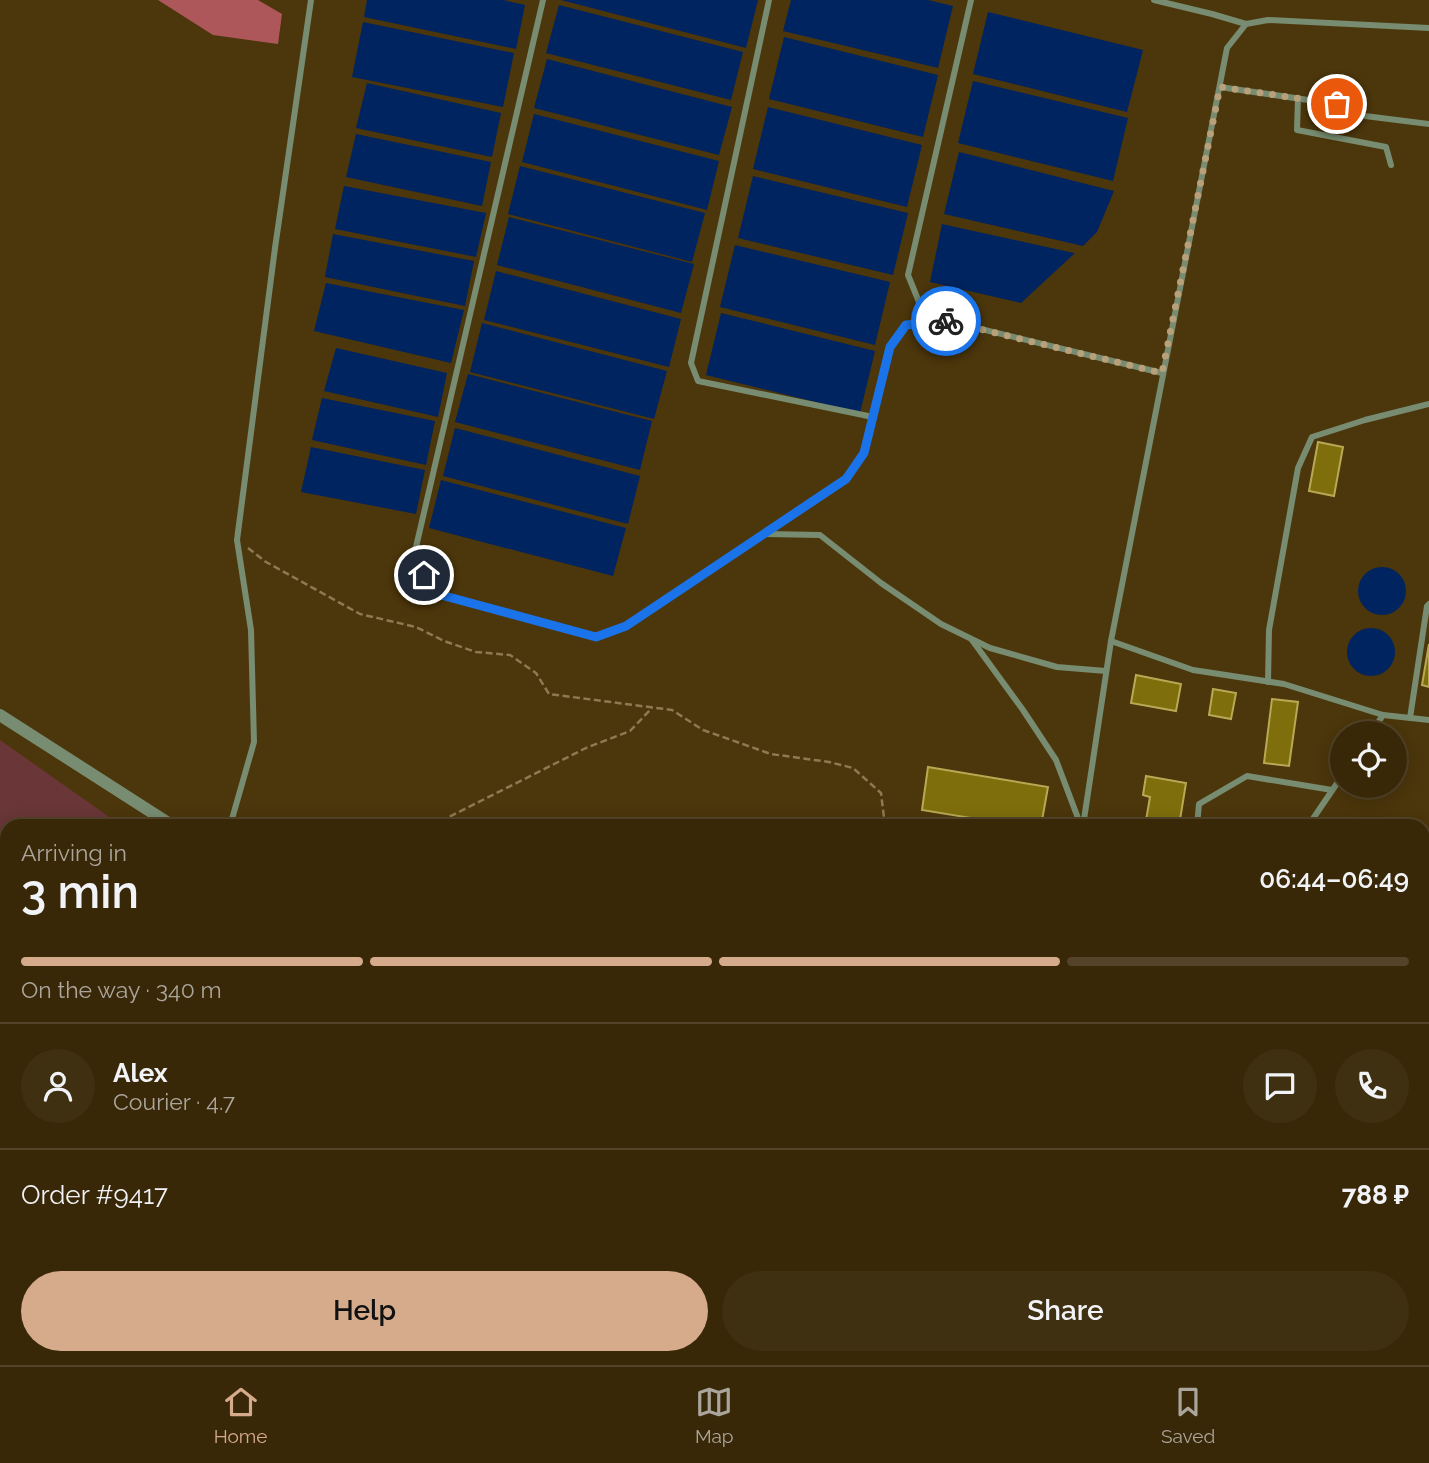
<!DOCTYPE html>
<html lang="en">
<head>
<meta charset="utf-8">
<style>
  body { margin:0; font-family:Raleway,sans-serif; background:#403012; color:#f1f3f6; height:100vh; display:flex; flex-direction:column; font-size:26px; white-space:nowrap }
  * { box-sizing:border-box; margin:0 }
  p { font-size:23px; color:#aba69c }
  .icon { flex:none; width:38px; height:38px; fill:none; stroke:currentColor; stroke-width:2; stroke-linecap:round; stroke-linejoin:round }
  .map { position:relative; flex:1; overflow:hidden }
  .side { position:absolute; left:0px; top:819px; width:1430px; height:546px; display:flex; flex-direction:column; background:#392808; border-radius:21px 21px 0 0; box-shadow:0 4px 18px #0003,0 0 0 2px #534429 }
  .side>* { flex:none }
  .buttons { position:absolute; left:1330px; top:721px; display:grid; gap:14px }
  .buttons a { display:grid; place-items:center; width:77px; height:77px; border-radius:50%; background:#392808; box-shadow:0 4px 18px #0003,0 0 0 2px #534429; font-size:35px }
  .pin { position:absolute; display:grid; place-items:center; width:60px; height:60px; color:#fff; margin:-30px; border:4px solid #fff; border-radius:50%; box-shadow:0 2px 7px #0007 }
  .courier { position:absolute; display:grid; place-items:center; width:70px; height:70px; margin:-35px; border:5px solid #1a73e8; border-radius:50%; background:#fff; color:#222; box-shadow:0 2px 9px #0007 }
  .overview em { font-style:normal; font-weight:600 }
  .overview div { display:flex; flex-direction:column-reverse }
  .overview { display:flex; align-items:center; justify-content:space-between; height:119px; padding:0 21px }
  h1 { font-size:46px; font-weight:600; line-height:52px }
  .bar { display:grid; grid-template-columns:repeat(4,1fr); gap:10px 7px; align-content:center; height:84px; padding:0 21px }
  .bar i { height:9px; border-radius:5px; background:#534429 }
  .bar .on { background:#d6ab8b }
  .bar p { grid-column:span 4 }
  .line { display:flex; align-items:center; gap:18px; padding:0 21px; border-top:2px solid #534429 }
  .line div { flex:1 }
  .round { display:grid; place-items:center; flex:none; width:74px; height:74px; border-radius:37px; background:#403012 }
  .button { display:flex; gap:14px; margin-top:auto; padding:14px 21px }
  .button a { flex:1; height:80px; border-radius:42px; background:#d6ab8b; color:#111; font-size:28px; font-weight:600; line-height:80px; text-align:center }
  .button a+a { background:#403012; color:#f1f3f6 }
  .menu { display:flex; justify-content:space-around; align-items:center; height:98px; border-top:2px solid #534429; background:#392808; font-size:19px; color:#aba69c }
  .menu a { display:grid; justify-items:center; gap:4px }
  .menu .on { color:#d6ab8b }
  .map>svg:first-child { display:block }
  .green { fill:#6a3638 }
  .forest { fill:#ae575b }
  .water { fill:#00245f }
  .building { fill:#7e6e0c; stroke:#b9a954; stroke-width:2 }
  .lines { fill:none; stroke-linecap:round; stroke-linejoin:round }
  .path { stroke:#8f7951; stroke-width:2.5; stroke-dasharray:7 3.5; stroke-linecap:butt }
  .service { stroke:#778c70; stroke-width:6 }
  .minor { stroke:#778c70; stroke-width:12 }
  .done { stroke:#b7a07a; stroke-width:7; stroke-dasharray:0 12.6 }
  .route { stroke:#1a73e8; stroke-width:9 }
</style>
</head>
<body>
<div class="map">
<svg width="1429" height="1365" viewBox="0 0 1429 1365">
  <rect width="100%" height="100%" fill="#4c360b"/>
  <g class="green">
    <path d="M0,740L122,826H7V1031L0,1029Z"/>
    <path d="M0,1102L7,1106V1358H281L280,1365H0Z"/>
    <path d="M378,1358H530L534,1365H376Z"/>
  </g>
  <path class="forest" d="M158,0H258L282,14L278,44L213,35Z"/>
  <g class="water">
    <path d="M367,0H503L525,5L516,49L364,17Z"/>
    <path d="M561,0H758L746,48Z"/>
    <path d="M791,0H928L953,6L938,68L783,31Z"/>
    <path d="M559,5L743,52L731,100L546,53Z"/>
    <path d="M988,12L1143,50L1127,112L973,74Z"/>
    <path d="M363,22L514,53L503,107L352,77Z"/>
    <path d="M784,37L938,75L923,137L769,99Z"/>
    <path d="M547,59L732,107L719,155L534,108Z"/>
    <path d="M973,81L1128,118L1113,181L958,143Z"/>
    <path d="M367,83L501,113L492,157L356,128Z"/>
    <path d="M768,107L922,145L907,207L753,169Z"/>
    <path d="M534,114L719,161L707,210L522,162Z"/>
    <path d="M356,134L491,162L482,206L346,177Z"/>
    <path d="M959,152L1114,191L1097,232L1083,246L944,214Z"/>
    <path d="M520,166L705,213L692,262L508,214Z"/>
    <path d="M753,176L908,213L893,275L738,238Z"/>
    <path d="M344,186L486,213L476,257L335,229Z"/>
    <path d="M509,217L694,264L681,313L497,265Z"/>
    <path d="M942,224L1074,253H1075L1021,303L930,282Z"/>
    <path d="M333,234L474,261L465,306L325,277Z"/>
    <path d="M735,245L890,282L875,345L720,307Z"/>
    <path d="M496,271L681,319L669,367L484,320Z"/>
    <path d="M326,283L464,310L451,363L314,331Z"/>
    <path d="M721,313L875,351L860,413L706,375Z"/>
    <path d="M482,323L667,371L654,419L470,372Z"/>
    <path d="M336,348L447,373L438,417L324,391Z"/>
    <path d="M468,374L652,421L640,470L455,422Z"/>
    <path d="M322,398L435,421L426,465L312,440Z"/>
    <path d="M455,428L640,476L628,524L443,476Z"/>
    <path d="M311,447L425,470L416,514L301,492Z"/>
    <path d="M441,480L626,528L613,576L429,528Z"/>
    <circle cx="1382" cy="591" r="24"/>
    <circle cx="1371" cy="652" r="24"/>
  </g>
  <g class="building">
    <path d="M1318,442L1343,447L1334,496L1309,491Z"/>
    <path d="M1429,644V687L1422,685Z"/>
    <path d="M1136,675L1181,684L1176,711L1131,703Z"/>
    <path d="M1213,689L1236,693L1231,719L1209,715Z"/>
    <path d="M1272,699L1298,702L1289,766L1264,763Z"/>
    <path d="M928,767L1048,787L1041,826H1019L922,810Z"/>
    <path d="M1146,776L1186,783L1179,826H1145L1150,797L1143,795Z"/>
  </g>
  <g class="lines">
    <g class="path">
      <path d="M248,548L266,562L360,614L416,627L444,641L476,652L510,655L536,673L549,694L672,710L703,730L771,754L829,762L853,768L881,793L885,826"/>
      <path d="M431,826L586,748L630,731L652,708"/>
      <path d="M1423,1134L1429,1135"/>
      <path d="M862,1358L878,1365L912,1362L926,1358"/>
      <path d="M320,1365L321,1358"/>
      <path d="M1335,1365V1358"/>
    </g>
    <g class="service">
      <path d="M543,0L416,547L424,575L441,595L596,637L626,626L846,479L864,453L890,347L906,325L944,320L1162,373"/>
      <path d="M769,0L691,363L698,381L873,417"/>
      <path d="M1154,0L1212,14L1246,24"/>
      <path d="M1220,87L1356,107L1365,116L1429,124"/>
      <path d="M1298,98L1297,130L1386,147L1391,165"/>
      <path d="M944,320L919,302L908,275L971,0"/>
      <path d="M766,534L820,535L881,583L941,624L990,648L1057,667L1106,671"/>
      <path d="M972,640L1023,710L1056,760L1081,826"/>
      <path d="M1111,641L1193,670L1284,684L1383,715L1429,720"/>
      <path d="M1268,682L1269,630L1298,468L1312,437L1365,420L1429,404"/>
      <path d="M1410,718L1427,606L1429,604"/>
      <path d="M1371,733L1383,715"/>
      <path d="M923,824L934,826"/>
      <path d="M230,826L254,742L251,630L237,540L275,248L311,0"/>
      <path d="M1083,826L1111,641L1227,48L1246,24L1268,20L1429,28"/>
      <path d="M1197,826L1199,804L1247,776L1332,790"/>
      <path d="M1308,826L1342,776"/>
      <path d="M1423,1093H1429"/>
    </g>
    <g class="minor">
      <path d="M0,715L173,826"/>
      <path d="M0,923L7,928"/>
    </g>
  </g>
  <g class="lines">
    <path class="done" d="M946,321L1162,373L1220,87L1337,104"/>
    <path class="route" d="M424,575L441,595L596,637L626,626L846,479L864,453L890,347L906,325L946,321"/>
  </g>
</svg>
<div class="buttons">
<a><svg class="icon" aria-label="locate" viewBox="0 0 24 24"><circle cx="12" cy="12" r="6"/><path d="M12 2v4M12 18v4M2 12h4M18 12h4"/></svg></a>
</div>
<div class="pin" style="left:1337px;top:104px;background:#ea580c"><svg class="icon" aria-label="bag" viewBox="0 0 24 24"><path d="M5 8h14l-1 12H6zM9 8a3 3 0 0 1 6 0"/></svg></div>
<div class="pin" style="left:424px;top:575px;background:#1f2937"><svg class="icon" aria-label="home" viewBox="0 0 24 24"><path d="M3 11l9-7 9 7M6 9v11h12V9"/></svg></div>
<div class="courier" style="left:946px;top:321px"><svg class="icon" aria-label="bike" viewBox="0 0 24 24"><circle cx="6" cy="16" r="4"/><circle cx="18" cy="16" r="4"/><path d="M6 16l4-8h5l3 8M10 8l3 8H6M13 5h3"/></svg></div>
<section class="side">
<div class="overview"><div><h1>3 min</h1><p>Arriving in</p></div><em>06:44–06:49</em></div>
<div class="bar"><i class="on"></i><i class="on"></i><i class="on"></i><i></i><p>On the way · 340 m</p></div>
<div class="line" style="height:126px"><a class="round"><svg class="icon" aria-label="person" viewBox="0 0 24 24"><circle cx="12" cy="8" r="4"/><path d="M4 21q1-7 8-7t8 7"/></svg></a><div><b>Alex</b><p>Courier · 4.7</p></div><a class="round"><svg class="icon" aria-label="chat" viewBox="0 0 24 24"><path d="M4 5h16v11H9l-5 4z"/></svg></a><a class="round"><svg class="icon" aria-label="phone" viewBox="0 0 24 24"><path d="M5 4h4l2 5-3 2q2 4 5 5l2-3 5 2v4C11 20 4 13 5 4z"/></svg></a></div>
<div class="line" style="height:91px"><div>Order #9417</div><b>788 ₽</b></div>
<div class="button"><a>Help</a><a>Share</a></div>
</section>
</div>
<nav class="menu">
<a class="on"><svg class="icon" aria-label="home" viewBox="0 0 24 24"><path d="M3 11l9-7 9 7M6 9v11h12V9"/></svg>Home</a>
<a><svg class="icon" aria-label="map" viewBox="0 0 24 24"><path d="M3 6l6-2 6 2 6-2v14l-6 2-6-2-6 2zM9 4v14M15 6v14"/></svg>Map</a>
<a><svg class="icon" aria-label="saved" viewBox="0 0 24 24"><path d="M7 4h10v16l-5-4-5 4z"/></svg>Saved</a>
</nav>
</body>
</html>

= = = = = = =

*EXERCISE*:
Leave out all pictures and output each line exactly, from the top of the records through the line that holds "display:flex; align-items:center; gap:18px;".

*OUTPUT OF THE TASK*:
<!DOCTYPE html>
<html lang="en">
<head>
<meta charset="utf-8">
<style>
  body { margin:0; font-family:Raleway,sans-serif; background:#403012; color:#f1f3f6; height:100vh; display:flex; flex-direction:column; font-size:26px; white-space:nowrap }
  * { box-sizing:border-box; margin:0 }
  p { font-size:23px; color:#aba69c }
  .icon { flex:none; width:38px; height:38px; fill:none; stroke:currentColor; stroke-width:2; stroke-linecap:round; stroke-linejoin:round }
  .map { position:relative; flex:1; overflow:hidden }
  .side { position:absolute; left:0px; top:819px; width:1430px; height:546px; display:flex; flex-direction:column; background:#392808; border-radius:21px 21px 0 0; box-shadow:0 4px 18px #0003,0 0 0 2px #534429 }
  .side>* { flex:none }
  .buttons { position:absolute; left:1330px; top:721px; display:grid; gap:14px }
  .buttons a { display:grid; place-items:center; width:77px; height:77px; border-radius:50%; background:#392808; box-shadow:0 4px 18px #0003,0 0 0 2px #534429; font-size:35px }
  .pin { position:absolute; display:grid; place-items:center; width:60px; height:60px; color:#fff; margin:-30px; border:4px solid #fff; border-radius:50%; box-shadow:0 2px 7px #0007 }
  .courier { position:absolute; display:grid; place-items:center; width:70px; height:70px; margin:-35px; border:5px solid #1a73e8; border-radius:50%; background:#fff; color:#222; box-shadow:0 2px 9px #0007 }
  .overview em { font-style:normal; font-weight:600 }
  .overview div { display:flex; flex-direction:column-reverse }
  .overview { display:flex; align-items:center; justify-content:space-between; height:119px; padding:0 21px }
  h1 { font-size:46px; font-weight:600; line-height:52px }
  .bar { display:grid; grid-template-columns:repeat(4,1fr); gap:10px 7px; align-content:center; height:84px; padding:0 21px }
  .bar i { height:9px; border-radius:5px; background:#534429 }
  .bar .on { background:#d6ab8b }
  .bar p { grid-column:span 4 }
  .line { display:flex; align-items:center; gap:18px; padding:0 21px; border-top:2px solid #534429 }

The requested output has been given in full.